Cotija cheese is a salty, slightly acidic, cow’s milk cheese with a strong personality. Named after the city of Cotija in the state of Michoacán, it has been produced in the region for over 400 years. Traditionally, after the dairy cows grazed in the mountain pastures throughout Jalisco and Michoacán during the rainy season, the cheesemakers would bring down their cheese to be aged in Cotija for at least two months.
Cotija is a hard, dry, aged, and mature pressed cheese with a grainy texture that crumbles easily. It has a high salt content, so it isn’t really a cheese you want to take a big bite out of or have on a cheese platter. But it is perfect for adding a tangy and salty finish to a dish, be it savory or sweet. Grate some Cotija over tacos, enchiladas, corn, salads, and more to add lots of savory flavor.
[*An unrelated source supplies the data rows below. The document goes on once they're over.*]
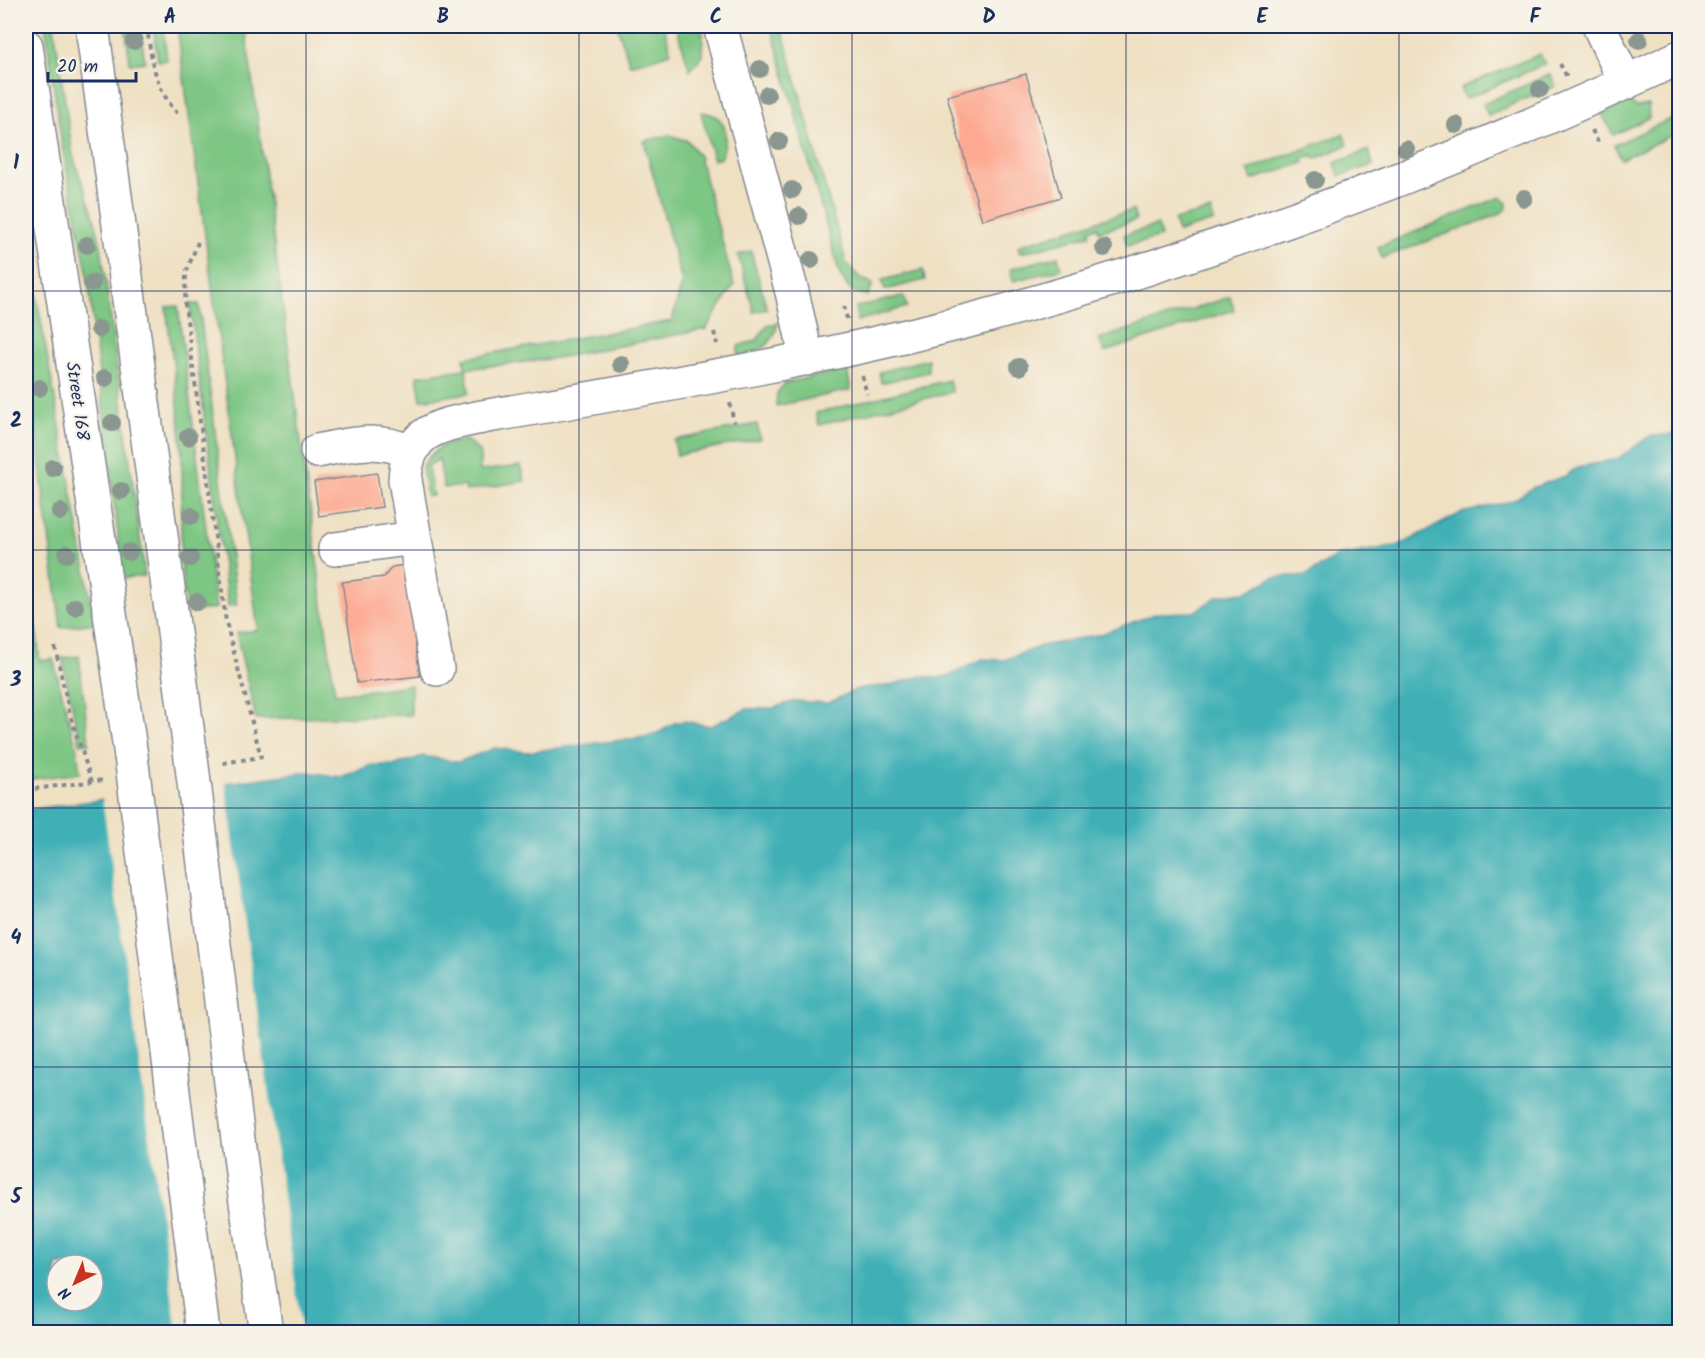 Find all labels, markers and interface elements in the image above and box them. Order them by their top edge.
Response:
text: A [164,2,176,34]
text: B [437,2,449,34]
text: C [710,2,722,34]
text: D [982,2,996,34]
text: E [1256,2,1268,34]
text: F [1530,2,1542,34]
scale bar [48,45,136,83]
text: 20 m [57,53,98,82]
text: 1 [13,148,19,180]
street label: Street 168 [57,360,96,443]
text: 2 [10,406,22,438]
text: 3 [10,665,22,697]
text: 4 [11,923,22,955]
text: 5 [10,1182,23,1214]
north arrow [45,1253,105,1313]
text: N [54,1280,78,1305] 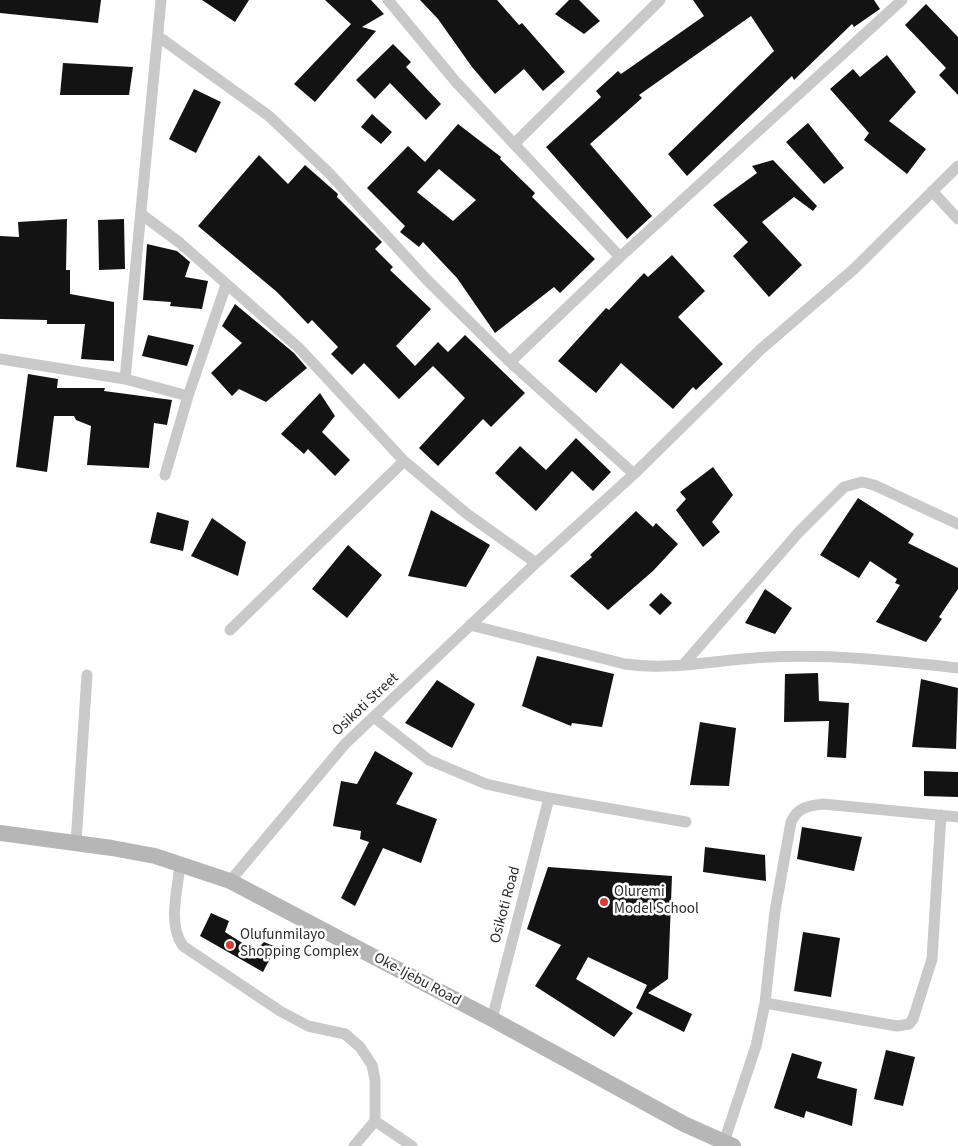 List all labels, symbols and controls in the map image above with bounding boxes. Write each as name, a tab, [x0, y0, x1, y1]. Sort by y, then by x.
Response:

Even though the real Cotija cheese has a collective brand recognition, Cotija producers haven’t been able to have it get the desired and prestigious denomination of origin. Although it is very prided locally, it is also known all over Mexico and increasingly abroad. Its availability in the US is pretty recent, maybe not even a decade.
You can usually find Cotija as a square or round block, cut into pieces, or already grated or crumbled at your local market, like in the photo above. You can think of Cotija as a Mexican version of parmesan.